McMahon's Monument, Feamore, Co. Mayo
Co. Mayo |
Megalithic Tombs
At Feamore in County Mayo, a megalithic tomb that had stood for thousands of years appeared on nineteenth-century maps under a name that belonged to nobody from prehistory.
Ordnance Survey cartographers recording the landscape in 1838 marked it as a circular enclosure roughly twenty metres across and labelled it, simply, "McMahon's Monument", attaching a relatively recent local surname to a structure whose origins reached back to the Bronze Age or earlier. By 1929, the same feature had been reclassified on updated maps as a "Dolmen", a term then commonly applied to megalithic structures, though the monument was in fact a wedge tomb, a type of prehistoric burial chamber characterised by a gallery that narrows and lowers toward one end, typically oriented toward the setting sun.
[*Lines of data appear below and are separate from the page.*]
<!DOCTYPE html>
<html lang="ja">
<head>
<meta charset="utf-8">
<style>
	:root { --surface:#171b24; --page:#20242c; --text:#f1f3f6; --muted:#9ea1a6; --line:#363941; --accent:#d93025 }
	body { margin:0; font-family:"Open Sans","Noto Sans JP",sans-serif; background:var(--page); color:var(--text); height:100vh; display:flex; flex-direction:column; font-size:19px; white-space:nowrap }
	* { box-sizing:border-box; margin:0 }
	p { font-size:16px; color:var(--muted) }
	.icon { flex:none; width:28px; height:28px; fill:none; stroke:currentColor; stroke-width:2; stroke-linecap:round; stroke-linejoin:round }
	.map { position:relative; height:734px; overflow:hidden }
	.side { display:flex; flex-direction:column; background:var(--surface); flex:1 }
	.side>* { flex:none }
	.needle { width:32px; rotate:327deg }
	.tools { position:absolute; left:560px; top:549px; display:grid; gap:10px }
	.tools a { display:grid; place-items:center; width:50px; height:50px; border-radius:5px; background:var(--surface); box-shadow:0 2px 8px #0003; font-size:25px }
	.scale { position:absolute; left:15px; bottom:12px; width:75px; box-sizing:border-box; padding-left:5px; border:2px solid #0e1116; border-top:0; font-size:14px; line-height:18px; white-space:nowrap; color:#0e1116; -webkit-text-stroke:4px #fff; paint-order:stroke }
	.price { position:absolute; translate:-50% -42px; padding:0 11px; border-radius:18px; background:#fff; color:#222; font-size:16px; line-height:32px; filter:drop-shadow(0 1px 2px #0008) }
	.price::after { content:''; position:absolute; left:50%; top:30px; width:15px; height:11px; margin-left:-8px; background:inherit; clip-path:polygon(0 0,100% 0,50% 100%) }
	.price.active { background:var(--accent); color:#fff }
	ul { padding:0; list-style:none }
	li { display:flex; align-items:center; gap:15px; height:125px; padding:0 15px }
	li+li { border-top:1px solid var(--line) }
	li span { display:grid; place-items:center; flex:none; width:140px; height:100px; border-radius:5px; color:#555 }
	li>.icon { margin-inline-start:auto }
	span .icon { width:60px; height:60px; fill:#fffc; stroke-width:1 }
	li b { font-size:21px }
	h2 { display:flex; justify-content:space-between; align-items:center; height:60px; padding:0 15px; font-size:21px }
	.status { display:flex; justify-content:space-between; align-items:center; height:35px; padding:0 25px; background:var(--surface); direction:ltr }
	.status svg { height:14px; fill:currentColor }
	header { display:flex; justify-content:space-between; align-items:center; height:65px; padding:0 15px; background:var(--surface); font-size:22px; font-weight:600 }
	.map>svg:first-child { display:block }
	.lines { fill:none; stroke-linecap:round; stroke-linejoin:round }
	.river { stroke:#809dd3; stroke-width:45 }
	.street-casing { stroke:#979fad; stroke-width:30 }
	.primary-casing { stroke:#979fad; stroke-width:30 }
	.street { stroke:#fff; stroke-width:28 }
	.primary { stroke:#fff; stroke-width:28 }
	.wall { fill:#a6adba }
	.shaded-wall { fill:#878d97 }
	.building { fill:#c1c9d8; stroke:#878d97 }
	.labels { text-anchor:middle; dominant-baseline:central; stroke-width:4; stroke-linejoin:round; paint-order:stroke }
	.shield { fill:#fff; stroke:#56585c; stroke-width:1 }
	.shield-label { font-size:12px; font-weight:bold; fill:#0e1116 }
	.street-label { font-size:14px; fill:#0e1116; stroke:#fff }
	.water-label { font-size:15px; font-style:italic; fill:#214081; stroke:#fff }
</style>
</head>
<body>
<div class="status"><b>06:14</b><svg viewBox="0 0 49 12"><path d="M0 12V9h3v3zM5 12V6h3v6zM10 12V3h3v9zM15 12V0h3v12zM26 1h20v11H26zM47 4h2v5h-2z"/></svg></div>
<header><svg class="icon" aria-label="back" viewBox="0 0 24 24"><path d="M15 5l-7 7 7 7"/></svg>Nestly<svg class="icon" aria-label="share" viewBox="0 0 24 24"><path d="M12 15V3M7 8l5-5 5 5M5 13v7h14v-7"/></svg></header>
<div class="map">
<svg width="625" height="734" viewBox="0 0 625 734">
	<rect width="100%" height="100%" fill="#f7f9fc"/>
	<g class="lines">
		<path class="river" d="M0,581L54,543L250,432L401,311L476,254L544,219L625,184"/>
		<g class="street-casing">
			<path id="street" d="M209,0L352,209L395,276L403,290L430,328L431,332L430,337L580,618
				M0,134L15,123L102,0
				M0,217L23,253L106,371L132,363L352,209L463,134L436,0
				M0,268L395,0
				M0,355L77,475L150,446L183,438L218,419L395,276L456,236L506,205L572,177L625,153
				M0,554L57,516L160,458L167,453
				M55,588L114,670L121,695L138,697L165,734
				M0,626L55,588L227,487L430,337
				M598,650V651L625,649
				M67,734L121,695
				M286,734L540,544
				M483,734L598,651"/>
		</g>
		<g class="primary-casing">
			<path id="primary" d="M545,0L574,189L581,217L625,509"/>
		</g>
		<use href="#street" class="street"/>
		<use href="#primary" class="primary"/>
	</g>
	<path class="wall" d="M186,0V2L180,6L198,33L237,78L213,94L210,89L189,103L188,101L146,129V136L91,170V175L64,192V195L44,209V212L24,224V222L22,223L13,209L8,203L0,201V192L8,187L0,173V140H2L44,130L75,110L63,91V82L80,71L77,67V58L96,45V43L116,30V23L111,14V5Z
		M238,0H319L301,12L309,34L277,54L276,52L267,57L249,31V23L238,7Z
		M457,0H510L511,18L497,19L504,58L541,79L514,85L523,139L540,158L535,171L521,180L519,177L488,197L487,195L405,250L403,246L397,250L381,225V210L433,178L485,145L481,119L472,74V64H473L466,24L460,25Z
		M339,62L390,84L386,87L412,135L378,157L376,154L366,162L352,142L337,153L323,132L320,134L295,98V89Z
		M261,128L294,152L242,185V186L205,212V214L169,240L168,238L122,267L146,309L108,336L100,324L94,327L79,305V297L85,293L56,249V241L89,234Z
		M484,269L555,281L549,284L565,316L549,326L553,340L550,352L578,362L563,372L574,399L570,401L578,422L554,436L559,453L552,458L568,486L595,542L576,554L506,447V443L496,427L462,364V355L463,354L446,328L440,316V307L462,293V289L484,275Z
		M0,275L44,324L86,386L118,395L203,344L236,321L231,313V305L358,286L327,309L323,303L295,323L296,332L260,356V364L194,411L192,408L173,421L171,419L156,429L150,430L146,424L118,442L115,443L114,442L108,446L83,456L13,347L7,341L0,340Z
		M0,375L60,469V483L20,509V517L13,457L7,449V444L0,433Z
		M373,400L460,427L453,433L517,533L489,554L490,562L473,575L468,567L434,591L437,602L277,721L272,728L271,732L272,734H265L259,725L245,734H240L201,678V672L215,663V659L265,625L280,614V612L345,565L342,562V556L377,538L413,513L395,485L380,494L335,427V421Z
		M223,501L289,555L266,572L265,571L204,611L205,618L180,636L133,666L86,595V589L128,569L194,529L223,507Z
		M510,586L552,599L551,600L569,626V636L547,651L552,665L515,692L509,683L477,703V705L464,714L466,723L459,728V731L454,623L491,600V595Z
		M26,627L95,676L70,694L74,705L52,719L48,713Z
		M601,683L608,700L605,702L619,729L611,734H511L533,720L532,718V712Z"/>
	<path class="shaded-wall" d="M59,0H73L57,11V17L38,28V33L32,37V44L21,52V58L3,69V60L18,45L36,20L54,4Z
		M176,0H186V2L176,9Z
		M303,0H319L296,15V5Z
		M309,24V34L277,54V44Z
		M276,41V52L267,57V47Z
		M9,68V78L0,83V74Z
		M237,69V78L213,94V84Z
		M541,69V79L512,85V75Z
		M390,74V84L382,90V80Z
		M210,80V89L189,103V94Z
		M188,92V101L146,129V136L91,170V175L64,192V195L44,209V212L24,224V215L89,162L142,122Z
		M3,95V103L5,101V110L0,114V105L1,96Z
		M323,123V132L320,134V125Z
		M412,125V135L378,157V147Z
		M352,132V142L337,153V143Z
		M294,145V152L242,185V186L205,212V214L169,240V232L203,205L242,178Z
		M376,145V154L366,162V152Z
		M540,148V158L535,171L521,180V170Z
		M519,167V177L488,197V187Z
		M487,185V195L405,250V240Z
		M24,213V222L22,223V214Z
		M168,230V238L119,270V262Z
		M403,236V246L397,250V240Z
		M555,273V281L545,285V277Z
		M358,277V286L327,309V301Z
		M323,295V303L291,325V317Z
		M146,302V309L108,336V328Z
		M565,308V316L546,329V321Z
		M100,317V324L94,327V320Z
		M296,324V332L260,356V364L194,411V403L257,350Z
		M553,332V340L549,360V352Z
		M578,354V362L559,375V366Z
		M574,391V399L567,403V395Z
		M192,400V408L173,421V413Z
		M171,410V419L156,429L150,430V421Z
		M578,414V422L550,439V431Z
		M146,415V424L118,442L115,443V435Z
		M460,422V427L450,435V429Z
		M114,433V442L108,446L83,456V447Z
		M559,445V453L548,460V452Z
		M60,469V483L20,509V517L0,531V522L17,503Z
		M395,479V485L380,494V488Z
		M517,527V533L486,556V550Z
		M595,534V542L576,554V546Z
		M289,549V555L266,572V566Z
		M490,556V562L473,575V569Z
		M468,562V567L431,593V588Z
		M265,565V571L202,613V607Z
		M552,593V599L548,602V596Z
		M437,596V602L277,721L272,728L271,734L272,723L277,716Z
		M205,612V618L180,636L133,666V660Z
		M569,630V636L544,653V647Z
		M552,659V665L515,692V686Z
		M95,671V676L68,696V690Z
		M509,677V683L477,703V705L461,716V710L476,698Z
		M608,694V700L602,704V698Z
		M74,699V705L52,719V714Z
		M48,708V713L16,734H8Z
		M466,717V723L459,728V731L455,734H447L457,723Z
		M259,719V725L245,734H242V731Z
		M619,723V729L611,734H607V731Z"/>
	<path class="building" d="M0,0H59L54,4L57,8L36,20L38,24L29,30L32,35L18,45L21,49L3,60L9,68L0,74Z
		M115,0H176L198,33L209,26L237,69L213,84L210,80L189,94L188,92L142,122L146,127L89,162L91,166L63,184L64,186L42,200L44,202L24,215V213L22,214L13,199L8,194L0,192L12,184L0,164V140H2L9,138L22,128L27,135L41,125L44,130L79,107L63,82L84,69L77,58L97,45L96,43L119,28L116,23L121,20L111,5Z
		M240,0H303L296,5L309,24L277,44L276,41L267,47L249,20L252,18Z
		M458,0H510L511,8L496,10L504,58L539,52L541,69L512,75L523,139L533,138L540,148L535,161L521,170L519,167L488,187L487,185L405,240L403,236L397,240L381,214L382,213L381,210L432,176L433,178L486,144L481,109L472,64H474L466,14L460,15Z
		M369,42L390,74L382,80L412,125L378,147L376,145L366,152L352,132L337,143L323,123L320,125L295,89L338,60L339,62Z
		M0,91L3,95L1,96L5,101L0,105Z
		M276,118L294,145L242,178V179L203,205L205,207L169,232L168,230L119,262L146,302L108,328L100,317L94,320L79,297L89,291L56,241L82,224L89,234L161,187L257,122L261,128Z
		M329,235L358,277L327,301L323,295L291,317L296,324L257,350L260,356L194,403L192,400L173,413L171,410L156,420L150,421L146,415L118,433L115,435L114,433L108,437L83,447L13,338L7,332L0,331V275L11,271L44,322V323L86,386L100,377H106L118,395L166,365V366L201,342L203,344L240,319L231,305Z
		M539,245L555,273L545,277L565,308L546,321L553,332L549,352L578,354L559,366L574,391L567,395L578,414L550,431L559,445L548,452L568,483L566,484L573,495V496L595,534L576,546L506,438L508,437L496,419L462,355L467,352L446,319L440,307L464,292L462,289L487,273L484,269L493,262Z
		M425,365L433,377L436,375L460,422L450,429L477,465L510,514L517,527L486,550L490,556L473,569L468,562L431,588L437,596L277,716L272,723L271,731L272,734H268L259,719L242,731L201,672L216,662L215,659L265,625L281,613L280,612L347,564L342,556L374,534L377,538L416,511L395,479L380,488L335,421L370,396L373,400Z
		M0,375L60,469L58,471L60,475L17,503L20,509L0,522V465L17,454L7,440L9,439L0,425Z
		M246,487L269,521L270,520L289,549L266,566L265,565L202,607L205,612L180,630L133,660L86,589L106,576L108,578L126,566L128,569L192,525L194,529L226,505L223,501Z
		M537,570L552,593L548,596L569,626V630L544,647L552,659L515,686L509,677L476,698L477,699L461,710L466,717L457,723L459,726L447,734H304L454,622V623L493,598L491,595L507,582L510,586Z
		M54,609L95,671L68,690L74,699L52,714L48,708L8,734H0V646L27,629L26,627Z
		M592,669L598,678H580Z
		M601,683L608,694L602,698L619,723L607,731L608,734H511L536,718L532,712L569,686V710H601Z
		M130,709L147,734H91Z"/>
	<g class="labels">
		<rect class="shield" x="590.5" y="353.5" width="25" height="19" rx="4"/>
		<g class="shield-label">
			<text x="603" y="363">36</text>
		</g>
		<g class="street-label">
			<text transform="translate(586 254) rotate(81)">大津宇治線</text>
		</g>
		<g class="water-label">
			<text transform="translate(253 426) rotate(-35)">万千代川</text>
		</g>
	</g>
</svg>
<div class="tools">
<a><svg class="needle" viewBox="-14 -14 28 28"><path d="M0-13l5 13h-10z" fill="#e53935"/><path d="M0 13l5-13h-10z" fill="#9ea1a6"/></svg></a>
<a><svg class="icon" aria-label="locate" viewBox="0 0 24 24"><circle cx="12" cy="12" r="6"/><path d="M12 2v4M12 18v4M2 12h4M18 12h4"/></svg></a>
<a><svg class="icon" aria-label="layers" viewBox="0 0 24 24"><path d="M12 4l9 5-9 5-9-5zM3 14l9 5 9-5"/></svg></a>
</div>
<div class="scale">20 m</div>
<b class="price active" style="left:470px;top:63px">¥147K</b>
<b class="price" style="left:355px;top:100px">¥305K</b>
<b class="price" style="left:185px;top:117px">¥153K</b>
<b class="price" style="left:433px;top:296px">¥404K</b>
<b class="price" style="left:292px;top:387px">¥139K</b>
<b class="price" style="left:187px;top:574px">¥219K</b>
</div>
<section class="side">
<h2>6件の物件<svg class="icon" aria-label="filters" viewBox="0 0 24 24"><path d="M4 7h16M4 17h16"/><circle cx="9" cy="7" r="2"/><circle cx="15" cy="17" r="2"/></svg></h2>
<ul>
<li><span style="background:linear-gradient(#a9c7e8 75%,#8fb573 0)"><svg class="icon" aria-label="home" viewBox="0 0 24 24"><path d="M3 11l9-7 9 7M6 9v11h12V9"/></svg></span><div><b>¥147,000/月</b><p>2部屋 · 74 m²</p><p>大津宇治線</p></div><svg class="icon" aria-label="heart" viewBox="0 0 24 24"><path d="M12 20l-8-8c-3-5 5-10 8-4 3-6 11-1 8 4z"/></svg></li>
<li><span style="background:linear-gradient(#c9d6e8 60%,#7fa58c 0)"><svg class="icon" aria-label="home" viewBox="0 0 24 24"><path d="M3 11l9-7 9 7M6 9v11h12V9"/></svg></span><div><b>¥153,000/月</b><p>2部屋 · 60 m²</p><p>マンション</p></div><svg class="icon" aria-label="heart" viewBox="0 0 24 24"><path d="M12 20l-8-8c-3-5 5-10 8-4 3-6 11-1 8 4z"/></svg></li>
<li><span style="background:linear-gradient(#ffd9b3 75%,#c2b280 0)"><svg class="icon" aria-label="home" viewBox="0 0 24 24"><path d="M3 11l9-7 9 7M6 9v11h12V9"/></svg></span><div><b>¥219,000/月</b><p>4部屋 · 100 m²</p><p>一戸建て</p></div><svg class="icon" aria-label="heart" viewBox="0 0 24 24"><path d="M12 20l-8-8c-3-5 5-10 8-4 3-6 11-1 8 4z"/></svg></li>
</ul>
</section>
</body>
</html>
The name McMahon's Monument hints at something that happened repeatedly across Ireland: ancient structures absorbed into local memory and re-christened after families or individuals whose connection to them is now lost. Whether the McMahon in question was a landowner, a local notable, or simply someone associated with the field in which the stones stood, no record appears to have survived. What is documented is the monument's fate. During land reclamation works in the early 1950s, the structure was destroyed, its stones cleared away to make agricultural ground more workable. Ruaidhrí de Valera and Seán Ó Nualláin recorded what was known of it in their Survey of the Megalithic Tombs of Ireland, Volume II, covering County Mayo, published in 1964, by which point the monument had already been gone for a decade.